(Stored dataset items)
◇ ◇ ◇ ◇

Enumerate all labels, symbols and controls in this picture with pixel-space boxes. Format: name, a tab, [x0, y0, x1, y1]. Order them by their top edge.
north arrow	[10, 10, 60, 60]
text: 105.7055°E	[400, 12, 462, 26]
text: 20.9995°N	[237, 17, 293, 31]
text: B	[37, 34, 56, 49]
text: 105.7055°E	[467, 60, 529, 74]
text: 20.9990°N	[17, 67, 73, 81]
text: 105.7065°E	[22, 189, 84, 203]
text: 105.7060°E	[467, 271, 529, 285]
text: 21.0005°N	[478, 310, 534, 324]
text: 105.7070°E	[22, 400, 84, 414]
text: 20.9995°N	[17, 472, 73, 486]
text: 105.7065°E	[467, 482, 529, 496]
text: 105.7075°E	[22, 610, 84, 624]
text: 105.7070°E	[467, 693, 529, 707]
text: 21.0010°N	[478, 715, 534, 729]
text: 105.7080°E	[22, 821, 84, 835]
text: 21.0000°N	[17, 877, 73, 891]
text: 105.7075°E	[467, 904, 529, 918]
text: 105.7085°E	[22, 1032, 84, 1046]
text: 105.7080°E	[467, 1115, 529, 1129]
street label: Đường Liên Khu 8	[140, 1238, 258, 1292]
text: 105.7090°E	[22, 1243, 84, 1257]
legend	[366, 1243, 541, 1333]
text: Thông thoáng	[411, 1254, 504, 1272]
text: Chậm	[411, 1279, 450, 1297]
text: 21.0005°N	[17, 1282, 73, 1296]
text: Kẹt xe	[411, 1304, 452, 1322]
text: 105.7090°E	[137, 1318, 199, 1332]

◇ ◇ ◇ ◇

Task to complete
The entries are to be repeated exactly, with nothing altered.

Response below
Enumerate all labels, symbols and controls in this picture with pixel-space boxes. Format: name, a tab, [x0, y0, x1, y1]. Order them by their top edge.
north arrow	[10, 10, 60, 60]
text: 105.7055°E	[400, 12, 462, 26]
text: 20.9995°N	[237, 17, 293, 31]
text: B	[37, 34, 56, 49]
text: 105.7055°E	[467, 60, 529, 74]
text: 20.9990°N	[17, 67, 73, 81]
text: 105.7065°E	[22, 189, 84, 203]
text: 105.7060°E	[467, 271, 529, 285]
text: 21.0005°N	[478, 310, 534, 324]
text: 105.7070°E	[22, 400, 84, 414]
text: 20.9995°N	[17, 472, 73, 486]
text: 105.7065°E	[467, 482, 529, 496]
text: 105.7075°E	[22, 610, 84, 624]
text: 105.7070°E	[467, 693, 529, 707]
text: 21.0010°N	[478, 715, 534, 729]
text: 105.7080°E	[22, 821, 84, 835]
text: 21.0000°N	[17, 877, 73, 891]
text: 105.7075°E	[467, 904, 529, 918]
text: 105.7085°E	[22, 1032, 84, 1046]
text: 105.7080°E	[467, 1115, 529, 1129]
street label: Đường Liên Khu 8	[140, 1238, 258, 1292]
text: 105.7090°E	[22, 1243, 84, 1257]
legend	[366, 1243, 541, 1333]
text: Thông thoáng	[411, 1254, 504, 1272]
text: Chậm	[411, 1279, 450, 1297]
text: 21.0005°N	[17, 1282, 73, 1296]
text: Kẹt xe	[411, 1304, 452, 1322]
text: 105.7090°E	[137, 1318, 199, 1332]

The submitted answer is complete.